Work item | Restate all the lines below word for word, but omit the pictures.

Data |

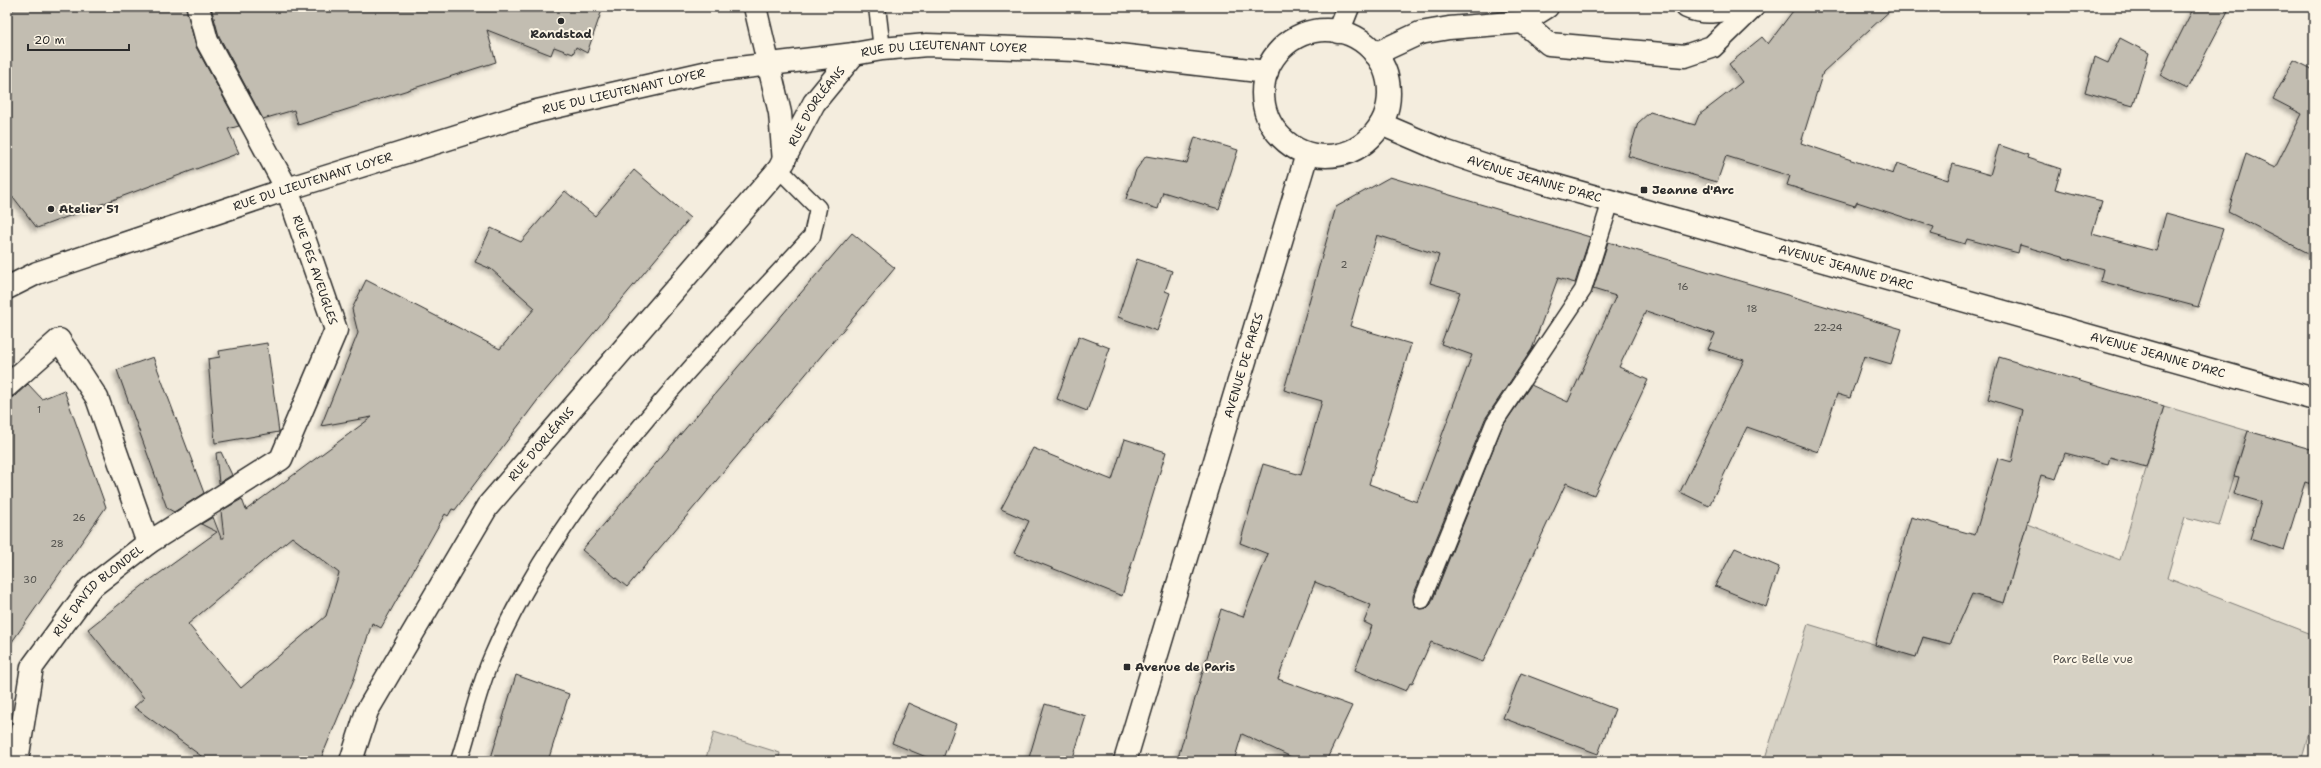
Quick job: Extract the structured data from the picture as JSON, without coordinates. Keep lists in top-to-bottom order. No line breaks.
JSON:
{"streets":{"main road":["RUE DU LIEUTENANT LOYER","RUE D'ORLÉANS","AVENUE JEANNE D'ARC","RUE DES AVEUGLES","AVENUE DE PARIS","RUE DAVID BLONDEL"]},"crossings":[["RUE DU LIEUTENANT LOYER","RUE D'ORLÉANS"],["RUE DU LIEUTENANT LOYER","AVENUE JEANNE D'ARC"],["RUE DU LIEUTENANT LOYER","RUE DES AVEUGLES"],["RUE DU LIEUTENANT LOYER","AVENUE DE PARIS"],["AVENUE JEANNE D'ARC","AVENUE DE PARIS"],["RUE DES AVEUGLES","RUE DAVID BLONDEL"]],"parks":["Parc Belle vue"],"places":{"other":["Randstad","Atelier 51"],"transit":["Jeanne d'Arc","Avenue de Paris"]},"house_numbers":["2","16","18","22-24","1","26","28","30"],"scale_bar":"20 m"}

Final answer |
Quick job: Extract the structured data from the picture as JSON, without coordinates. Keep lists in top-to-bottom order. No line breaks.
JSON:
{"streets":{"main road":["RUE DU LIEUTENANT LOYER","RUE D'ORLÉANS","AVENUE JEANNE D'ARC","RUE DES AVEUGLES","AVENUE DE PARIS","RUE DAVID BLONDEL"]},"crossings":[["RUE DU LIEUTENANT LOYER","RUE D'ORLÉANS"],["RUE DU LIEUTENANT LOYER","AVENUE JEANNE D'ARC"],["RUE DU LIEUTENANT LOYER","RUE DES AVEUGLES"],["RUE DU LIEUTENANT LOYER","AVENUE DE PARIS"],["AVENUE JEANNE D'ARC","AVENUE DE PARIS"],["RUE DES AVEUGLES","RUE DAVID BLONDEL"]],"parks":["Parc Belle vue"],"places":{"other":["Randstad","Atelier 51"],"transit":["Jeanne d'Arc","Avenue de Paris"]},"house_numbers":["2","16","18","22-24","1","26","28","30"],"scale_bar":"20 m"}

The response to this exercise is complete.